Free Public Parquet Datasets You Can Download Right Now (Every Link Verified)
A curated list of 11 public Parquet files you can actually download — flights, NYC taxi trips, Hugging Face NLP sets, and GeoParquet samples. Every link was tested and validated with DuckDB, with sizes, row counts, schemas, and example SQL.
Searching for a real Parquet file to test a tool, learn DuckDB, or demo a pipeline is harder than it should be. Most "sample dataset" lists point to CSVs, half the Parquet links are dead, and some files behind working links turn out to be corrupt, HTML error pages, or Git LFS pointers instead of actual data.
So we did the boring work. Every dataset on this page was downloaded in full and validated on June 12, 2026: we checked the PAR1 magic bytes, opened each file with DuckDB (the same engine that powers viewparquet), read the schema with DESCRIBE, ran COUNT(*), and decoded sample rows. If it's listed here, it was a real, readable Parquet file on that date.
Want to skip the downloads entirely? viewparquet ships with a bundled flights sample — click Try a sample file on the homepage and you'll be querying 231,083 rows of Parquet in seconds, with nothing leaving your browser.
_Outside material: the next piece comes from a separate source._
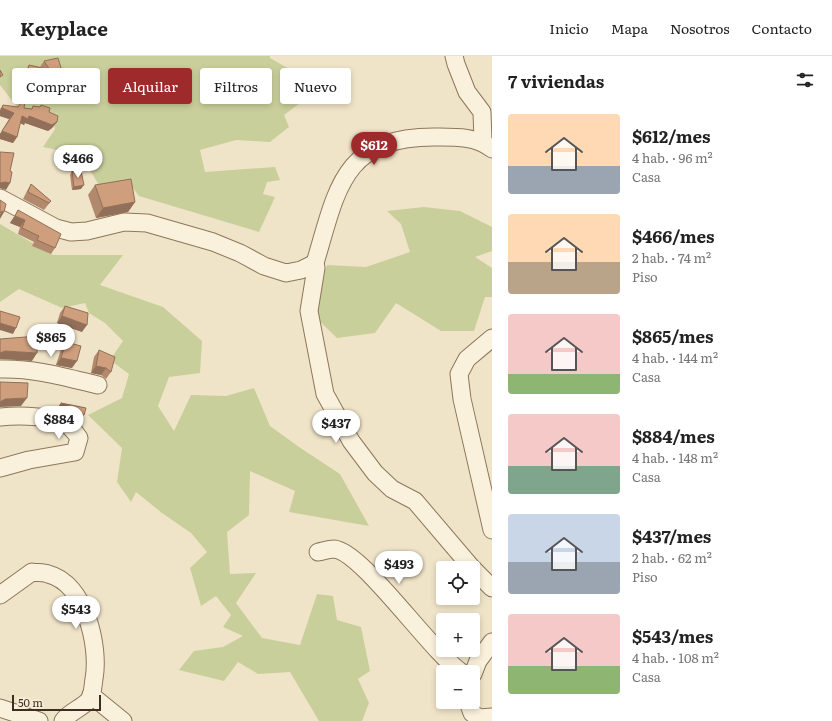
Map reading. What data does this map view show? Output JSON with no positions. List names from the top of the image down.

The verified list at a glance
| Dataset | Rows | Size | Cols | Good for |
|---|---|---|---|---|
| Flights 200k (mosaic) | 231,083 | 1.1 MB | 3 | Quick tests, demos |
| Flights 10M (mosaic) | 10,000,000 | 72 MB | 7 | Performance testing |
| NYC Yellow Taxi (Jan 2024) | 2,964,624 | 48 MB | 19 | Realistic analytics |
| NYC Green Taxi (Jan 2024) | 56,551 | 1.3 MB | 20 | Small realistic data |
| DuckDB Taxi (Apr 2019) | 7,433,139 | 121 MB | 18 | Large-file testing |
| Dutch Train Services | 380,959 | 1.5 MB | 8 | Time-series practice |
| userdata1 (mock users) | 1,000 | 111 KB | 13 | Mixed-type schema tests |
| alltypes_plain (Apache) | 8 | 1.8 KB | 11 | Type/edge-case testing |
| IMDB reviews (Hugging Face) | 25,000 | 20 MB | 2 | Text/NLP workloads |
| SQuAD (Hugging Face) | 87,599 | 13.8 MB | 5 | Nested-type inspection |
| GeoParquet example (OGC) | 5 | 28 KB | 6 | GeoParquet spec reference |
All sizes are the compressed on-disk Parquet size. Download any of them with curl -L -o file.parquet <url>, or just download in the browser and drag the file into viewparquet.
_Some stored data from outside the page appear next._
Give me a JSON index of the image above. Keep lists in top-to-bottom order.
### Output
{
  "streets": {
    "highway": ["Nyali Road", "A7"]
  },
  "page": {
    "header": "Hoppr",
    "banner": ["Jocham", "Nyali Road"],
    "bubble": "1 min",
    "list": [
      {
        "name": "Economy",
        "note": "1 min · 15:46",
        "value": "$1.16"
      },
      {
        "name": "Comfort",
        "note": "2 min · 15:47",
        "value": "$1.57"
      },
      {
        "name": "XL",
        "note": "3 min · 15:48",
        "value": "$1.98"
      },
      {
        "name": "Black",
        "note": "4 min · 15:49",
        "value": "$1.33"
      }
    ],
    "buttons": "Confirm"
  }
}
1. Flights 200k — the classic demo file
The flights dataset from the uwdata/mosaic project is probably the most widely used demo Parquet file on the web — it powers visualization demos for Mosaic, Vega, and countless DuckDB tutorials. 231,083 US domestic flights with three columns: delay (minutes), distance (miles), and time (hour of day).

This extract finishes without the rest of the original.